El fútbol en Italia acumula pérdidas de 730 millones de euros cada año
De acuerdo con Gabriele Gravina, que renunció a su cargo como presidente de la Federación Italiana de Fútbol el 2 de abril, tras el fracaso de la selección nacional en clasificarse para el Mundial por tercera vez seguida, la realidad del fútbol en Italia, que en el pasado fue líder tanto en clubes como en equipos nacionales, resulta sumamente alarmante.
El análisis resalta las debilidades del sistema, subrayando la escasa calidad en la categoría superior de clubes y las instalaciones anticuadas que le impiden a Italia rivalizar con la cima del fútbol europeo. Asimismo, alerta sobre un modelo económico totalmente inviable en el que se sustenta el fútbol italiano.
Básandose en las cifras proporcionadas por Gravina, de 2018 a 2026, el fútbol del país vecino ha registrado una pérdida media superior a 730 millones de euros por año.
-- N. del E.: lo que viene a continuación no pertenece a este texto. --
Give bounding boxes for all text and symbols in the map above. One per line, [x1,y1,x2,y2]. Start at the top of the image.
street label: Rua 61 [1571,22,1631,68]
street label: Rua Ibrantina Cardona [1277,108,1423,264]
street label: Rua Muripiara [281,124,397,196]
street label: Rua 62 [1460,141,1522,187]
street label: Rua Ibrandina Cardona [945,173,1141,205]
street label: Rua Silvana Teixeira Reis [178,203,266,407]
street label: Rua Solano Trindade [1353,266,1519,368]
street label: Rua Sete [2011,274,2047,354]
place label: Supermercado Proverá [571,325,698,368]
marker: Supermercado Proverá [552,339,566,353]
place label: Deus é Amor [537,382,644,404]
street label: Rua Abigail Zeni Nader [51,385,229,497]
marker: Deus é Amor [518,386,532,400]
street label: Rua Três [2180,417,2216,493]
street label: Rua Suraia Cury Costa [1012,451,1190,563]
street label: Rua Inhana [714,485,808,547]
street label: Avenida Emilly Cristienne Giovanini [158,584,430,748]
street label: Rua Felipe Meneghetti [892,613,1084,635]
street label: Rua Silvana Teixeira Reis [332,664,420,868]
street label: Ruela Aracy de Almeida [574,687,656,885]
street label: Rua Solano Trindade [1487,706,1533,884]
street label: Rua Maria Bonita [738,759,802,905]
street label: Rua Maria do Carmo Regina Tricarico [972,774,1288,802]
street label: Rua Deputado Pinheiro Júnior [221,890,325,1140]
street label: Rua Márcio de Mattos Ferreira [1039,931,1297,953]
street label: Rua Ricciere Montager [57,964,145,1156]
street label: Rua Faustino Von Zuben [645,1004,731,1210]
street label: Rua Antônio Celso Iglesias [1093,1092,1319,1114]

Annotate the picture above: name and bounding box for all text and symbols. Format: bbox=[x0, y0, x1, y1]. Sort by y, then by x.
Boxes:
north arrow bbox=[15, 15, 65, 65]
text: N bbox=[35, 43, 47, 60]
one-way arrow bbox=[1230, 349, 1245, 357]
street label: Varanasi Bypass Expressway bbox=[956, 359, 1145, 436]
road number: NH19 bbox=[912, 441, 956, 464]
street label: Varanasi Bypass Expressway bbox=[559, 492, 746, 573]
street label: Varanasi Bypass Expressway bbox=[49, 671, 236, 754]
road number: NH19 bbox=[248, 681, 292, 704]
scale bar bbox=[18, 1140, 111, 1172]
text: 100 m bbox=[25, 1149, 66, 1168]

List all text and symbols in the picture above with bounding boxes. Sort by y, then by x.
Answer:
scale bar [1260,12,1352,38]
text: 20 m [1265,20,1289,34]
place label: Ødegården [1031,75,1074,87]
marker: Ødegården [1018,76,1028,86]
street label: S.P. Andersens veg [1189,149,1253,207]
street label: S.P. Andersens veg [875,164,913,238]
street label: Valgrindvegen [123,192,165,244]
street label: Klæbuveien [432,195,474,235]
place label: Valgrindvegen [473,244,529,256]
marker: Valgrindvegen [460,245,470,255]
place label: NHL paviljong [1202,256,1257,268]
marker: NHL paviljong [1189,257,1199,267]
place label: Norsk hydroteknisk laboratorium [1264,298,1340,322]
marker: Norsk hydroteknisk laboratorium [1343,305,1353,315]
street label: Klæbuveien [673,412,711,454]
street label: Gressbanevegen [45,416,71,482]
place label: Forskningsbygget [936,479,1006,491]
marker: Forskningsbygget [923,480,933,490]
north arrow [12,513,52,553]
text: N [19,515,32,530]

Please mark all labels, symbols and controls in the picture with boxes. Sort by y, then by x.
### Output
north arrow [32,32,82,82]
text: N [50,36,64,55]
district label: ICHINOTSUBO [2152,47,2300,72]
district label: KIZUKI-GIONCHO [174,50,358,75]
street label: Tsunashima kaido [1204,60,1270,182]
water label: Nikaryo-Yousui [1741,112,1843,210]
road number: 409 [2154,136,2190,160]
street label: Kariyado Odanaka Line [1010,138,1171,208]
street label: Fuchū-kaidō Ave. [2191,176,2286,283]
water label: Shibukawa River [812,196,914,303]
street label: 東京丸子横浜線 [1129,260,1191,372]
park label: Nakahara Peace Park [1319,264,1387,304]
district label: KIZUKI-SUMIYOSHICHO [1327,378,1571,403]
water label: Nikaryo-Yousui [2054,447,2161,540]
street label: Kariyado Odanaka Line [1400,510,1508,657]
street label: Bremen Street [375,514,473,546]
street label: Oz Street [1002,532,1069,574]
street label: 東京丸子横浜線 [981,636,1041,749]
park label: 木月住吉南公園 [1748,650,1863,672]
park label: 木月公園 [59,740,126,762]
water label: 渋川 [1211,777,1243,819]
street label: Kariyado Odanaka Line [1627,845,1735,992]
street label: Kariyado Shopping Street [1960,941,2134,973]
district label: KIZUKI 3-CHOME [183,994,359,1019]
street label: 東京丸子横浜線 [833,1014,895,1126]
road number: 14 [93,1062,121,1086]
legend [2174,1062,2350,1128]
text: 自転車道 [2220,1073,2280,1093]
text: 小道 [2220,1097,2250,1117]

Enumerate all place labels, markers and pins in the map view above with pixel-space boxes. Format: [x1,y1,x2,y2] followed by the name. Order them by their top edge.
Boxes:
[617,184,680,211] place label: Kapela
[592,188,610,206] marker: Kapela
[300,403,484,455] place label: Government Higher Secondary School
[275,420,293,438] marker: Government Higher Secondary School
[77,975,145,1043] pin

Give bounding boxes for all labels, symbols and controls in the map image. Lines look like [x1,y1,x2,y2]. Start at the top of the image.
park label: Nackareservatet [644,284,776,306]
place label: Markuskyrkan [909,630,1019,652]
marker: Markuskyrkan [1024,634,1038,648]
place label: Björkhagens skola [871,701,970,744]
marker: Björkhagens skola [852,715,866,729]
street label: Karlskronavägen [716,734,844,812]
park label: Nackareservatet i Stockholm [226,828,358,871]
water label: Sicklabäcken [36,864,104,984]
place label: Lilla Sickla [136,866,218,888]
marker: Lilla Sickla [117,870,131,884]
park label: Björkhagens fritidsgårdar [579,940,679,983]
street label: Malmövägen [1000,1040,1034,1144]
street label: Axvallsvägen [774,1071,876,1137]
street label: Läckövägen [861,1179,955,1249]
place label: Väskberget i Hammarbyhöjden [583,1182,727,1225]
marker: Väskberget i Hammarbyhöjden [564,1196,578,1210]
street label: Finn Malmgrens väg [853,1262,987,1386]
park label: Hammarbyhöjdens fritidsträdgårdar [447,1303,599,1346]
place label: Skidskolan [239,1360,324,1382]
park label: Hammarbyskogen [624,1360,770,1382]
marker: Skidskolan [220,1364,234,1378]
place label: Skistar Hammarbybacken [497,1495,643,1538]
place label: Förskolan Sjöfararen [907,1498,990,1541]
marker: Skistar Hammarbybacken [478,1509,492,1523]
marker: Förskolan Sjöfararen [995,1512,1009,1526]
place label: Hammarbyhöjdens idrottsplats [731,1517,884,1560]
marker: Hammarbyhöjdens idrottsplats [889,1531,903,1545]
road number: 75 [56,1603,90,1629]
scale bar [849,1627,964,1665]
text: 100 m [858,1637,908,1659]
Esto evidencia la falta de viabilidad del sistema, pese a que no ha frenado las grandes inversiones en jugadores foráneos, lo cual afecta negativamente a los talentos locales italianos. Italia solo posee dos academias dentro del top 50 mundial.
Los jugadores extranjeros representan el 67.9% del total de minutos jugados en la Serie A, el porcentaje más alto en sexto lugar en Europa. Esta estadística se compara desfavorablemente con otras ligas importantes, como la de España y Francia, donde los no nacionales suponen el 39.6% y el 48.3% respectivamente.
La liga premier italiana se presenta como una competición en declive por su antigüedad, con una edad media de 27 años y un evidente descenso en el nivel técnico. De hecho, no se incluye entre las 10 ligas europeas top en diversos indicadores de rendimiento en el campo.
En la mayoría de las situaciones, la imposibilidad de actuar de forma efectiva, por causas internas y externas al sistema, ha dominado hasta la fecha y ha bloqueado el hallazgo de soluciones viables, indicó Gravina, quien enfatizó que urge definir con precisión las responsabilidades de la federación, las ligas (y por ende los clubes) y las entidades públicas.